The company was among the U.S. bond insurers that carried top credit grades before the housing crisis foiled expansions beyond their traditional business of backing municipal debt. Units of Ambac Financial Group Inc. and Syncora Holdings Ltd. were also seized by regulators, while MBIA Inc. split its insurance businesses in 2009 after losing its AAA ratings.
The insurers have erased some of the damage with payments from lenders whose securities they backed, after suits claiming the quality of the underlying home loans was misrepresented. Bank of America agreed in 2012 to pay $375 million to Syncora as part of a deal to resolve a dispute over soured mortgages, and reached an about $1.7 billion deal last May with MBIA to end five years of litigation against the bank.
The deal announced today differs from previous settlements between lenders and bond insurers over bad home loans in that it offers cash directly to mortgage-bond investors.

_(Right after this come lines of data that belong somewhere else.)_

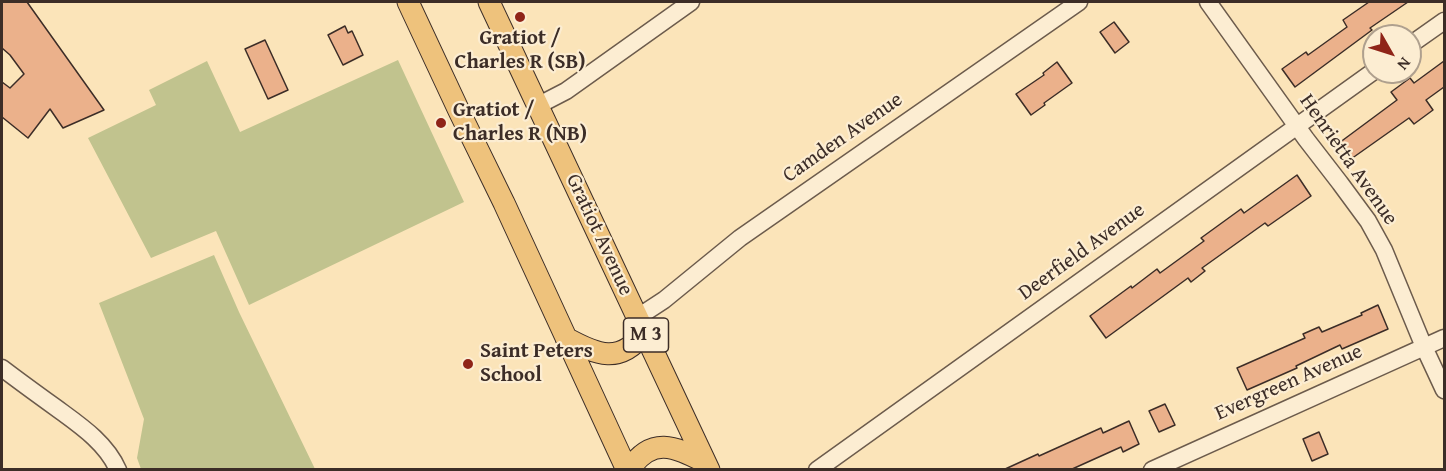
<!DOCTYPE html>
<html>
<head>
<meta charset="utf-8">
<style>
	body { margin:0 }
	#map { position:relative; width:1446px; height:471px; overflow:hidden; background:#fbe4b9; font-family:"Gentium Book Plus",serif }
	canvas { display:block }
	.frame { position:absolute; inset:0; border:3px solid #3c2d27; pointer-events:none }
	.north { position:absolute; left:1362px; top:24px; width:60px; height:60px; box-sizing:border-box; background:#fcedd2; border:2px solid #afa08e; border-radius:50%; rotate:129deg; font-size:16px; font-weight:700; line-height:24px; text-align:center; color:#3c2d27 }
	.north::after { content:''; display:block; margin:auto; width:21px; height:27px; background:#8f2418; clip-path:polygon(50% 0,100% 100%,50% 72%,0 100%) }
</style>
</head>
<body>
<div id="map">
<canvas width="1446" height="471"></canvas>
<div class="frame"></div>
<div class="north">N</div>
</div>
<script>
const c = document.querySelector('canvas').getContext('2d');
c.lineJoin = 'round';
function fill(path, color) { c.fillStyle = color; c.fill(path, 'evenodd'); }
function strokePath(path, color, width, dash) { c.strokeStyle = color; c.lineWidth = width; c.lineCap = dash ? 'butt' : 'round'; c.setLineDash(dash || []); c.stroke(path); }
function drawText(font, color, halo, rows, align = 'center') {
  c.font = font + ' "Gentium Book Plus",serif'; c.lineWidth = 4.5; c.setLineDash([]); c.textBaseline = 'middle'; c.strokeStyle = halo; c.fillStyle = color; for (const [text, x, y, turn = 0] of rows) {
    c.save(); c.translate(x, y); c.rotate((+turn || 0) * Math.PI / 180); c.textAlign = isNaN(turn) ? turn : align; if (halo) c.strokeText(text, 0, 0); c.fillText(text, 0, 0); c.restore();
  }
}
fill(new Path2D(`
	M 398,60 L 464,202 L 249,305 L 216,231 L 151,258 L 88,138 L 156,105 L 149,90 L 207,61 L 240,132 Z
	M 214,255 L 239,312 L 315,469 L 141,469 L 137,458 L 144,419 L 99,303 Z`), '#c1c38e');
const building = new Path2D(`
	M 2,2 L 27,2 L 104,110 L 63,128 L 50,109 L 28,138 L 2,117 L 2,82 L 10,88 L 24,74 L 10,55 L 2,48 Z
	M 1369,2 L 1408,2 L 1370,28 L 1372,30 L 1295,87 L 1282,69 L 1306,52 L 1308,55 L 1347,27 L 1343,20 Z
	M 1114,22 L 1129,42 L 1115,53 L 1100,32 Z
	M 345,26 L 348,33 L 352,31 L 363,55 L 343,65 L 328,35 Z
	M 265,40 L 288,90 L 268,99 L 245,49 Z
	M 1444,61 L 1444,87 L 1426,100 L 1433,110 L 1414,124 L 1409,118 L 1351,159 L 1339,143 L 1397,100 L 1391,92 L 1410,78 L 1414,83 Z
	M 1057,62 L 1072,83 L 1044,103 L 1045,105 L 1031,115 L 1016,94 L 1044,75 L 1043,73 Z
	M 1297,175 L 1311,196 L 1268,226 L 1265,223 L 1202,268 L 1205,271 L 1191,282 L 1188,278 L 1106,338 L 1090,316 L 1131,286 L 1132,288 L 1157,269 L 1160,273 L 1204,241 L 1201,238 L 1241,209 L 1244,213 Z
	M 1378,305 L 1388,329 L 1342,349 L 1340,345 L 1296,366 L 1297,368 L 1247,390 L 1237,368 L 1305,338 L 1303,334 L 1319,327 L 1322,332 L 1362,315 L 1361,313 Z
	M 1165,404 L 1175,425 L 1159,432 L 1149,411 Z
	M 1129,421 L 1139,444 L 1123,452 L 1121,447 L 1070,470 L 1003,470 L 1038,454 L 1039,456 L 1101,428 L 1103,433 Z
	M 1319,432 L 1328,454 L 1312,461 L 1303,439 Z`);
fill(building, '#ebb18b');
strokePath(building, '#3c2d27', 1.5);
const minor = new Path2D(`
	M 1208,2 L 1306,139 L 1340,183 L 1368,221 L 1384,250 L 1424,347 L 1444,390
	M 1410,45 L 1444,21
	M 537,106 L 566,91 L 691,2
	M 638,317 L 664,300 L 740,238 L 1079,2
	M 2,368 C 19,381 37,394 55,407 C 78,424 106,442 118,470
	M 817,470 L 1374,71
	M 1152,470 L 1444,338`);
const major = new Path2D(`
	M 408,2 L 459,111 L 504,203 L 627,470
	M 489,2 L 709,470
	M 566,338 C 597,355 620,365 645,332
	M 629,470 C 652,435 675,447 705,462`);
strokePath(minor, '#6c5b4c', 19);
strokePath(major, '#3c2d27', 23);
strokePath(minor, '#fcedd2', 16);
strokePath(major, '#eec27c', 21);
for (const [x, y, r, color] of [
	[520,17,6,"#8f2418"],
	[441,123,6,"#8f2418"],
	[468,364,6,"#8f2418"]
]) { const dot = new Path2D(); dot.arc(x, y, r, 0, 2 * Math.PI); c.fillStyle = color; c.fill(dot); strokePath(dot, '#fcedd2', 2); }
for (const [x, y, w] of [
	[646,335,45]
]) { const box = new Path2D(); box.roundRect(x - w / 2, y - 17, w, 34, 4.5); c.fillStyle = '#fcedd2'; c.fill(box); strokePath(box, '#3c2d27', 1.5); }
drawText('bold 20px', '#3c2d27', null, [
	["M 3",646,335]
]);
drawText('bold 21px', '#3c2d27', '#fcedd2', [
	["Gratiot /",520,39,"center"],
	["Charles R (SB)",520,63,"center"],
	["Gratiot /",453,111],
	["Charles R (NB)",453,135],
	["Saint Peters",480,352],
	["School",480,376]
], 'left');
drawText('21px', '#3c2d27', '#fcedd2', [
	["Camden Avenue",843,138,-35],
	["Henrietta Avenue",1348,160,55],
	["Gratiot Avenue",599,235,65],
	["Deerfield Avenue",1082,252,-36],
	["Evergreen Avenue",1289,383,-24]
]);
</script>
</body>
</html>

It also veers from previous multi billion-dollar deals between banks and investor groups because it doesn’t require court approval, so the money will flow almost immediately to the bondholders.
Under an agreement reached in the bankruptcy case of Ally Financial Inc.’s former Residential Capital unit, owners of 47 sets of FGIC-insured mortgage bonds started receiving in January $253.3 million of cash passed through the guarantor by the lender as compensation for defective loans, according to a report that month by Nomura Securities International analysts.